Understanding Usher Syndrome: Usher syndrome is a disorder characterized by the partial or total loss of hearing combined with progressive vision loss. The word syndrome refers to a disease or disorder that presents more than one symptom. Because the vestibular system is greatly affected, diagnosis of Usher Syndrome is heavily reliant on the observation and evaluation of a patient’s senses, specifically hearing, vision, and balance.
While Usher Syndrome accounts for roughly 50 percent of deaf-blindness in adults, the disorder itself is relatively rare. Approximately 400,000 people are affected by the disorder worldwide; 16,000 of which reside in the United States.
Based on the severity of symptoms and the age at which they manifest, there are three types of Usher Syndrome: Usher Type I, Usher Type II, and Usher Type III. Existence of a fourth type is a hotly debated issue among medical specialists.
To learn more about the different types of Usher Syndrome, check out the infographic below:
Understanding Usher Syndrome: Type I
Patients affected by Type I Usher syndrome experience profound deafness in both ears and severe balance problems at birth. Deterioration of vision oftentimes begins in early childhood with patients noting difficulty seeing at night before the age of 10.
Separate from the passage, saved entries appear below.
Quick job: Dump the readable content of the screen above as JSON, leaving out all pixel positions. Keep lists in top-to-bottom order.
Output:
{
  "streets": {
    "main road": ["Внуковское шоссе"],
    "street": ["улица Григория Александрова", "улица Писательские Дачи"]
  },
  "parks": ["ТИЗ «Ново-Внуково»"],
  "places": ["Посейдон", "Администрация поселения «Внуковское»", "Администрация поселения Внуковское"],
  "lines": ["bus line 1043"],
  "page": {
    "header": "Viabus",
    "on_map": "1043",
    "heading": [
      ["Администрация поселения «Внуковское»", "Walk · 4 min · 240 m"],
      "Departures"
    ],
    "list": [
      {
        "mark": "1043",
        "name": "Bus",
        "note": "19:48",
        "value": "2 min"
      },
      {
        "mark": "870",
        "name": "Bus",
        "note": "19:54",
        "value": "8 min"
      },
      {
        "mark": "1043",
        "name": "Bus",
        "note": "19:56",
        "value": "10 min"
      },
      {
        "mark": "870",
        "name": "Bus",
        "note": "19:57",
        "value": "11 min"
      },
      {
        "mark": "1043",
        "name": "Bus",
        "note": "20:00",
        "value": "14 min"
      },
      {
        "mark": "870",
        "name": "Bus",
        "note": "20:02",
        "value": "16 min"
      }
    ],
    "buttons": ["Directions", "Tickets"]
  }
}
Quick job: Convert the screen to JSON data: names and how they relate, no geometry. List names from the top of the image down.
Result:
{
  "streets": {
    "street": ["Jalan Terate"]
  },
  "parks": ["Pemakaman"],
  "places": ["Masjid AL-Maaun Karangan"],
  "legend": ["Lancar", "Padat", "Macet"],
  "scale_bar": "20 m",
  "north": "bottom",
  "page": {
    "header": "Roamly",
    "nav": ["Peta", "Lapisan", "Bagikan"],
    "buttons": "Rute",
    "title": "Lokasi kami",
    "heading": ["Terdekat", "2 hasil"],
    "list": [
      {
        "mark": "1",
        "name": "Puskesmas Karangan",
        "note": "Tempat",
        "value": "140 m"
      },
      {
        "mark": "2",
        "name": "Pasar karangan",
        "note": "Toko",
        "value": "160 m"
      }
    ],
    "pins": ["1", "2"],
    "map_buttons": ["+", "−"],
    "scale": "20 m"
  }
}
Understanding Usher Syndrome: Type II
Hearing loss in patients with Type II Usher syndrome varies from moderate to severe at the time of birth. Unlike Type I, these patients benefit from the use of hearing aids and have normal balance. Additionally, patients often times do not experience vision problems until their teenage years.
Understanding Usher Syndrome: Type III
Patients with Type III Usher syndrome are born with normal hearing and balance and typically do not encounter problems until puberty. These patients usually become reliant on hearing aids near mid to late adulthood. Problems with vision are progressive, with patients usually being declared legally blind by mid-adulthood.
Understanding Usher Syndrome: Type IV
Little is known about Type IV Usher syndrome. Like other types of the disorder, Type IV is characterized by hearing loss and progressive vision problems. Type IV affects mostly males.